Action items: * Beyang to submit proposal for code ownership * Beyang to turn on “Require review” on ALL repositories * Quinn: When Quinn sends PRs, attach a line clarifying priority (“This should be reviewed as if it came from any other team-member” or “This is a priority because XYZ”), so there is not implicitly assumed incorrect priority. * Felix: to add to iteration plan that supporting experimentation in browser ext. Is a goal.

Retro retro: * Last issue took a lot of time and didn’t leave time for many other things. * Dove too far into specifics of browser extension, should’ve stuck to details that are relevant to broader team. * Vote on topics before the meeting. * Do NOT allow questions to go over 10m, period.

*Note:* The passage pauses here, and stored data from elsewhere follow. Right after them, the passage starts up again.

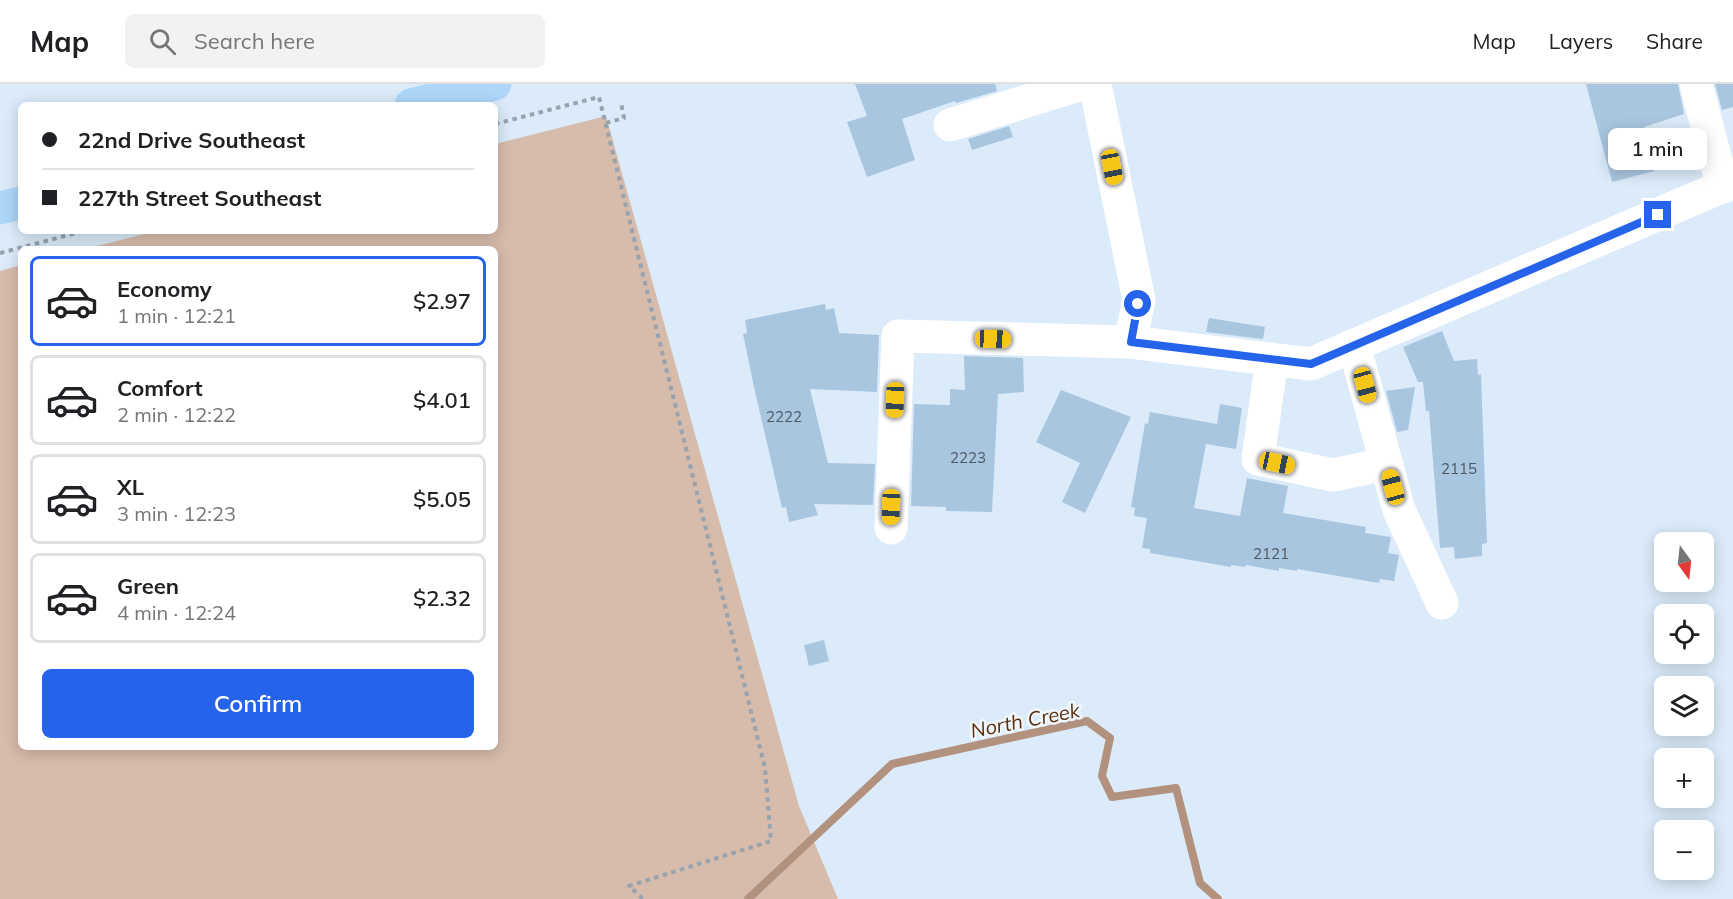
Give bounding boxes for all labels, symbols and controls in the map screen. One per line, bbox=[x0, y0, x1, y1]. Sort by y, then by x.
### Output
search box bbox=[125, 14, 545, 68]
text: Map bbox=[30, 24, 89, 59]
icon: search bbox=[146, 25, 179, 58]
text: Search here bbox=[194, 27, 315, 55]
text: Map bbox=[1473, 28, 1516, 54]
text: Layers bbox=[1549, 28, 1613, 54]
text: Share bbox=[1646, 28, 1703, 54]
text: 22nd Drive Southeast bbox=[78, 126, 305, 154]
callout: 1 min bbox=[1608, 128, 1708, 170]
text: 1 min bbox=[1632, 136, 1683, 161]
car bbox=[1100, 148, 1124, 186]
text: 227th Street Southeast bbox=[78, 184, 321, 212]
route end bbox=[1644, 201, 1671, 228]
icon: car bbox=[45, 274, 99, 328]
text: Economy bbox=[117, 275, 212, 303]
text: $2.97 bbox=[413, 287, 471, 315]
route start bbox=[1124, 290, 1151, 317]
text: 1 min · 12:21 bbox=[117, 303, 236, 328]
car bbox=[975, 329, 1011, 349]
car bbox=[1352, 365, 1378, 405]
icon: car bbox=[45, 373, 99, 427]
text: Comfort bbox=[117, 374, 203, 402]
car bbox=[885, 382, 905, 418]
text: $4.01 bbox=[413, 386, 471, 414]
text: 2 min · 12:22 bbox=[117, 402, 236, 427]
house number: 2222 bbox=[766, 407, 802, 426]
house number: 2223 bbox=[950, 448, 986, 467]
car bbox=[1258, 450, 1296, 476]
house number: 2115 bbox=[1441, 459, 1477, 478]
car bbox=[1380, 467, 1406, 507]
icon: car bbox=[45, 472, 99, 526]
text: XL bbox=[117, 473, 144, 501]
text: $5.05 bbox=[413, 485, 471, 513]
car bbox=[881, 489, 901, 525]
text: 3 min · 12:23 bbox=[117, 501, 236, 526]
north arrow bbox=[1654, 532, 1714, 592]
map controls bbox=[1654, 532, 1714, 880]
house number: 2121 bbox=[1253, 544, 1289, 563]
icon: car bbox=[45, 571, 99, 625]
text: Green bbox=[117, 572, 179, 600]
text: $2.32 bbox=[413, 584, 471, 612]
text: 4 min · 12:24 bbox=[117, 600, 236, 625]
button: locate bbox=[1654, 604, 1714, 664]
button: Confirm bbox=[42, 669, 474, 738]
button: layers bbox=[1654, 676, 1714, 736]
water label: North Creek bbox=[968, 697, 1083, 743]
button: + bbox=[1654, 748, 1714, 808]
button: − bbox=[1654, 820, 1714, 880]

Beyang (Stephen+1, Farhan+2, Beyang+2, ijt+1,Felix+1) == 7 * https://github.com/sourcegraph/zoekt/pull/1 had 3 reviewers across 3 timezones. I think it could have been reviewed by just one person (the code owner). To me, this suggests we need clearer code ownership. We currently have the .github/CODEOWNERS file, but that is very coarse and rarely updated (e.g., if a new file is added, I’d rarely think to update the CODEOWNERS file). * Proposal 1: Move to per-file ownership. Every file should have at least 1 owner. The rule is that >= 1 of the owners must approve the change to the file. * Proposal 2: Use OWNERS (examples: 1, 2, 3) files in directories. This means each directory would have a set of owners. >= 1 of the owners must approve each change to that directory. I believe Google uses this internally.(b)©(d)(e) * Follow-up to the previous point, here is another PR with multiple reviewers: https://github.com/sourcegraph/sourcegraph/pull/3331. Here we might actually want multiple reviewers (one for product, one for being the author for the specific code, one for the owner of the backend code, one for a close collaborator on the feature), but it’s unclear what the division of responsibility is. * Proposal: * Each PR needs the following approvals:(f)(g)(h) * Approval from product if the change is user-facing * Approval from the owner(s) of the code * Everyone else is advisory, unless delegated the approval responsibility by either product or code owner * The person who opens the PR should designate explicitly which type of review each reviewer should do (code quality, architecture, product) * Here’s another PR https://github.com/sourcegraph/sourcegraph/pull/3262 where the person currently listed as code owner (Beyang) isn’t the best person to review, but it’s also unclear who the ultimate approval must come from. * Here’s a PR where I was added as a “code owner” but never actually reviewed the code: https://github.com/sourcegraph/sourcegraph/pull/3366. I feel responsible for the code in question (activation flow) and would describe myself as “owner”. It’s unclear how to review after merge, since the Percy link doesn’t show up anymore.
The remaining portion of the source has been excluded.